*Work task:* Wherever "Garfield" appears in a line of the listing, that line should be returned.

Segment Open

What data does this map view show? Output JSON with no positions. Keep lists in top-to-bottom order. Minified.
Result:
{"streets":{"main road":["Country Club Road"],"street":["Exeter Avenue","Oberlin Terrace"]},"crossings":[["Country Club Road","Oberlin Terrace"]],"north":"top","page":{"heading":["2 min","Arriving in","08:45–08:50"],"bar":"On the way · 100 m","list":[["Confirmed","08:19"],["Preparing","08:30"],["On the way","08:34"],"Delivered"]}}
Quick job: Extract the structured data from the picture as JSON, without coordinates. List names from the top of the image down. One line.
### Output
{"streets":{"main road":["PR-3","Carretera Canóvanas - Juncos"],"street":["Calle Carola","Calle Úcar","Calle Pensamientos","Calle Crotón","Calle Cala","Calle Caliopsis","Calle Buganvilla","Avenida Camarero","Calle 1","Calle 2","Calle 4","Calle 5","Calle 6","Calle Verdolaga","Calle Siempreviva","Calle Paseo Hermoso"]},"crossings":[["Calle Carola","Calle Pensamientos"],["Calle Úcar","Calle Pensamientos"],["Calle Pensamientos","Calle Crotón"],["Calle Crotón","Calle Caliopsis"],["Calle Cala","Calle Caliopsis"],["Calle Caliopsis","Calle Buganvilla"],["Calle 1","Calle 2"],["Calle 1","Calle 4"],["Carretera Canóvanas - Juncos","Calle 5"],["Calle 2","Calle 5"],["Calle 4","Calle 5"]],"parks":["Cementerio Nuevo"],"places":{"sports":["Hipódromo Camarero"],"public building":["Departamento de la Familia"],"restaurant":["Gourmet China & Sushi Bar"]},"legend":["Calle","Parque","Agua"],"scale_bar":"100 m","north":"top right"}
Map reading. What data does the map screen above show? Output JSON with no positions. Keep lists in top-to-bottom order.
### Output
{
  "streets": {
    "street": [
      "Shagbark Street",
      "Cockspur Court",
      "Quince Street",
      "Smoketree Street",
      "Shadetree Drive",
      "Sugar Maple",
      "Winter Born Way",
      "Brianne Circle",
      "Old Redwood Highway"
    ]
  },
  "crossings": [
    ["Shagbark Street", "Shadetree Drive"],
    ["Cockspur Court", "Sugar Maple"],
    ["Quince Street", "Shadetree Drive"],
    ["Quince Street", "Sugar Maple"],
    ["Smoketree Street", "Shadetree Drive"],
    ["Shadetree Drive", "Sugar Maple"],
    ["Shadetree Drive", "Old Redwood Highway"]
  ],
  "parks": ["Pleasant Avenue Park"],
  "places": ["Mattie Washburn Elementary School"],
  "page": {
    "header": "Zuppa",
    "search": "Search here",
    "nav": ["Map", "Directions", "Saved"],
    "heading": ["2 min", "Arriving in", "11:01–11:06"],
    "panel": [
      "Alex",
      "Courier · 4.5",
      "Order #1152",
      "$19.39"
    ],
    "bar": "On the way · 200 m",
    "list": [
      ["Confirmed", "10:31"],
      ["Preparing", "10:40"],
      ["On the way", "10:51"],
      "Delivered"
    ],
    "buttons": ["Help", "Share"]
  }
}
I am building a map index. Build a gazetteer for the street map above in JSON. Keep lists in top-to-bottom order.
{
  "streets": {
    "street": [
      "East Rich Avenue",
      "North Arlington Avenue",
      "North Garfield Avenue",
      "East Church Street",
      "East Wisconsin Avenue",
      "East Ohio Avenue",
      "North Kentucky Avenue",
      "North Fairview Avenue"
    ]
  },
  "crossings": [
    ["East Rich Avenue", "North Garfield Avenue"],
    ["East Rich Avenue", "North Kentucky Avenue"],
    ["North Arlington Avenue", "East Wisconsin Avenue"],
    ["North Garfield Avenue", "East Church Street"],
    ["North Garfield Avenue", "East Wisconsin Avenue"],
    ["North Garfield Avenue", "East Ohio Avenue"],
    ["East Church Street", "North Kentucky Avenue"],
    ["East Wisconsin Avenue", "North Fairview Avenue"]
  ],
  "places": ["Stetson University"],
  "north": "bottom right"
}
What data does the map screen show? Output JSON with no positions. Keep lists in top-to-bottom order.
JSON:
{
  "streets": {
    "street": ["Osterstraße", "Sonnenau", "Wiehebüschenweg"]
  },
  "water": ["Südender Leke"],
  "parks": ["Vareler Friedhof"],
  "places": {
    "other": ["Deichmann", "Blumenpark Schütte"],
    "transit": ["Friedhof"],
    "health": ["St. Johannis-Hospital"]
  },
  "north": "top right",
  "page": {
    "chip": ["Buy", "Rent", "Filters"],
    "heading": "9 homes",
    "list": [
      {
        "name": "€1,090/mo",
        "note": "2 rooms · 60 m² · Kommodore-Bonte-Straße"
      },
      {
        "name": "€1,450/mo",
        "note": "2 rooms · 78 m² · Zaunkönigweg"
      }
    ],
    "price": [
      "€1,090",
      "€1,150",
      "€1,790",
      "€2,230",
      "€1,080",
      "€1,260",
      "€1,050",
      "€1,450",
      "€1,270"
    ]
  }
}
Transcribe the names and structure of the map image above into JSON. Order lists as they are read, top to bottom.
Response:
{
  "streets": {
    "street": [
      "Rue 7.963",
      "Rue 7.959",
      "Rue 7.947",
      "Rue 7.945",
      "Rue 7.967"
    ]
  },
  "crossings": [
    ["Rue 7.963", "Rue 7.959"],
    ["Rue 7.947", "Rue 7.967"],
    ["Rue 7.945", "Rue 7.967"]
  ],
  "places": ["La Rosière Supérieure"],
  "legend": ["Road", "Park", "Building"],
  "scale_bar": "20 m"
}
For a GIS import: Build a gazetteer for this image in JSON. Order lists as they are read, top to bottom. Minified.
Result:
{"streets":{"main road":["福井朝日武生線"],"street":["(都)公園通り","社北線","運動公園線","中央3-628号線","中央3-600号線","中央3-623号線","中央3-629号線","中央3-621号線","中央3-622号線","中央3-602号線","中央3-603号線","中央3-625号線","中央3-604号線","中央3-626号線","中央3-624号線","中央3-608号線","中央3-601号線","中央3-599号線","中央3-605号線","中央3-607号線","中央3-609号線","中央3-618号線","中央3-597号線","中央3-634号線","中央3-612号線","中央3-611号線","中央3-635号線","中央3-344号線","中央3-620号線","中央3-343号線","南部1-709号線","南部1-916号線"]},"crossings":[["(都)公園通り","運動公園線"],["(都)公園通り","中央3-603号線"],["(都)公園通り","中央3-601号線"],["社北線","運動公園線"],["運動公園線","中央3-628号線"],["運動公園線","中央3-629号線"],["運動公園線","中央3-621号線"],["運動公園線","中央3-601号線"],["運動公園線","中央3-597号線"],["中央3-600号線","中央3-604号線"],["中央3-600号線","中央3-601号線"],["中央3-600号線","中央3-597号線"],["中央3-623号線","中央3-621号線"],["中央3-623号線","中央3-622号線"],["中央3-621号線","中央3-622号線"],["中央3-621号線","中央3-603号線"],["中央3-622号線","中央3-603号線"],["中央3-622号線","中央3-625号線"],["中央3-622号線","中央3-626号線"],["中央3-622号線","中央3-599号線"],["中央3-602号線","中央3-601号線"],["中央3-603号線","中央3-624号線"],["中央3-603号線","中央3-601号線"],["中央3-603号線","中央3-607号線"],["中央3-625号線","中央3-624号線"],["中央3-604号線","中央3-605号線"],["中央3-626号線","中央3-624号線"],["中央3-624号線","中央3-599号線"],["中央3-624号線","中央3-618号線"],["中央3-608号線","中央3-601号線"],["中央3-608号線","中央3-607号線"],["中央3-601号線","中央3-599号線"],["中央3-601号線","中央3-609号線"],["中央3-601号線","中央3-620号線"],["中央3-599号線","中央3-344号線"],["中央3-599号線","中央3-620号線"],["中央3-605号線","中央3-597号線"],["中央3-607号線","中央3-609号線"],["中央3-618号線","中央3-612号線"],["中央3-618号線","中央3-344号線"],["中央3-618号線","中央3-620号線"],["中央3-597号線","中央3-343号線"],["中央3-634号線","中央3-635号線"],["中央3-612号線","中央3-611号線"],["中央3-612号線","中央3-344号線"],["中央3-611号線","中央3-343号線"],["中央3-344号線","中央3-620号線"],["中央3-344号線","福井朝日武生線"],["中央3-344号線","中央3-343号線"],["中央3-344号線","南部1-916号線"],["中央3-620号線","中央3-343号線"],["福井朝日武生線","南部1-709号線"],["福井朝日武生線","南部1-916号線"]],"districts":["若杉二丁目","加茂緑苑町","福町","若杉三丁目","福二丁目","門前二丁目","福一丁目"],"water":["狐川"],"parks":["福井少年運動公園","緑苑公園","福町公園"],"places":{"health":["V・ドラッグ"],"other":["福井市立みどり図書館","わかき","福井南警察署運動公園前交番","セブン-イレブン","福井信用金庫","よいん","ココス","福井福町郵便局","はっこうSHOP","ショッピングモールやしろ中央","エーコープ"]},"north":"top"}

Segment Closed

*Finished exercise:*
      "North Garfield Avenue",
    ["East Rich Avenue", "North Garfield Avenue"],
    ["North Garfield Avenue", "East Church Street"],
    ["North Garfield Avenue", "East Wisconsin Avenue"],
    ["North Garfield Avenue", "East Ohio Avenue"],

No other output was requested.